Vous n’aviez pas besoin, ô Steerforth, de me dira le jour où je vous vis pour la dernière fois, ce jour que je ne croyais guère celui de nos derniers adieux ; non, vous n’avez pas besoin de me dire « quand vous penserez à moi, que ce soit avec indulgence ! » Je l’avais toujours fait ; et ce n’est pas à la vue d’un tel spectacle que je pouvais changer.
On apporta une civière, on l’étendit dessus, on le couvrit d’un pavillon, on le porta dans la ville. Tous les hommes qui lui rendaient ce triste devoir l’avaient connu, Ils avaient navigué avec lui, ils l’avaient vu joyeux et hardi. Ils le transportèrent, au bruit des vagues, au bruit des cris tumultueux qu’on entendait sur leur passage, jusqu’à la chaumière où l’autre corps était déjà.
Mais, quand Ils eurent déposé la civière sur le seuil, ils se regardèrent, puis se tournèrent vers moi, en parlant à voix basse. Je compris pourquoi ils sentaient qu’on ne pouvait les placer côte à côte dans le même lieu de repos.
Nous entrâmes dans la ville, pour le porter à l’hôtel. Aussitôt que je pus recueillir mes pensées, j’envoyai chercher Joram, pour le prier de me procurer une voiture funèbre qui pût l’emporter à Londres cette nuit même. Je savais que moi seul je pouvais m’acquitter de ce soin et remplir le douloureux devoir d’annoncer à sa mère l’affreuse nouvelle, et je voulais remplir avec fidélité ce devoir pénible.

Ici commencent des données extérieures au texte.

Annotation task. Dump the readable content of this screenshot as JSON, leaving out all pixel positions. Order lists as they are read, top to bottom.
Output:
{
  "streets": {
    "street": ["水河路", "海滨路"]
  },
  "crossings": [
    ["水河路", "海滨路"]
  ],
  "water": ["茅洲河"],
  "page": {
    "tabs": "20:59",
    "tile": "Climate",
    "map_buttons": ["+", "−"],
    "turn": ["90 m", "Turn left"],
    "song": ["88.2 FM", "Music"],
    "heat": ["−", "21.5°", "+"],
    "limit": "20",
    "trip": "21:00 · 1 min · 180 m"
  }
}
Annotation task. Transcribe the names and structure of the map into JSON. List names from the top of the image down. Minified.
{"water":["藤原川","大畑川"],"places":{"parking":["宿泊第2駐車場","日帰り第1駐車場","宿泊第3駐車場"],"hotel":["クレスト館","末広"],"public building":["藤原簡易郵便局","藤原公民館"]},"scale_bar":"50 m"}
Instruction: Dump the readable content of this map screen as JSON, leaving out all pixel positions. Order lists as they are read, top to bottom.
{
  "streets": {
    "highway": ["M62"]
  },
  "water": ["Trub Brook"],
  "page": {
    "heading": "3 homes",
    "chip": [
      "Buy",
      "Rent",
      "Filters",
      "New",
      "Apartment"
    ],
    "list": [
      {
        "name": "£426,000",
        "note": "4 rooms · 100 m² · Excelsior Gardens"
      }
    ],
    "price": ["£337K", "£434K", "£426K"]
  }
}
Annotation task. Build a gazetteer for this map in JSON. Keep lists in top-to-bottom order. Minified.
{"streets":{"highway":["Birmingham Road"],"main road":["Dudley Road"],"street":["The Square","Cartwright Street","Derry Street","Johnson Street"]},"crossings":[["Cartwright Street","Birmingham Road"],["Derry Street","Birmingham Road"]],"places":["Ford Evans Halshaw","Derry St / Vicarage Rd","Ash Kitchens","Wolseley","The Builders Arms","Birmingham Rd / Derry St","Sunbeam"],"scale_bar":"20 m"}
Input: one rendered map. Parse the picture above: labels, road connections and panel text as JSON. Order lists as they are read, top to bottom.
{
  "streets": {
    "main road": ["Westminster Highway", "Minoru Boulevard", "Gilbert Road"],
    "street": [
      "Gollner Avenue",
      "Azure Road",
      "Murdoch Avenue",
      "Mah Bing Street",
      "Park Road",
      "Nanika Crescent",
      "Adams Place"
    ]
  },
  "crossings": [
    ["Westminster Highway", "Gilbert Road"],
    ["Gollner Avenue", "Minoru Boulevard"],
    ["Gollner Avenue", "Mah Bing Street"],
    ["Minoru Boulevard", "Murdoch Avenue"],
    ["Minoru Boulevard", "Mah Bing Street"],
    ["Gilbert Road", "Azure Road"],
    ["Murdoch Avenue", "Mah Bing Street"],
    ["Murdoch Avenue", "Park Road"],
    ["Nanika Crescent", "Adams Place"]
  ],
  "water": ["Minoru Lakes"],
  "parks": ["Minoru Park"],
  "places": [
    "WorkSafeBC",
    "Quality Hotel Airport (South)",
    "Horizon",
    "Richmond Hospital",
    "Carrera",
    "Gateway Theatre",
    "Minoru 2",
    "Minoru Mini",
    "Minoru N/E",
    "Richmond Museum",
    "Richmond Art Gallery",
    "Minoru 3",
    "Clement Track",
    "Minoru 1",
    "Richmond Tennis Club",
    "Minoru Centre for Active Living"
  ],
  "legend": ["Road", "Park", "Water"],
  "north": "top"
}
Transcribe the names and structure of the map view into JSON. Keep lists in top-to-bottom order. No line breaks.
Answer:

Je choisis la nuit pour mon voyage, afin d’échapper à la curiosité de toute la ville au moment du départ. Mais, bien qu’il fût près de minuit quand je partis de l’hôtel, dans ma chaise de poste, suivi par derrière de mon précieux dépôt, il y avait beaucoup de monde qui attendait. Tout le long des rues, et même à une certaine distance sur la route, je vis des groupes nombreux ; mais enfin je n’aperçus plus que la nuit sombre, la campagne paisible, et les cendres d’une amitié qui avait fait les délices de mon enfance.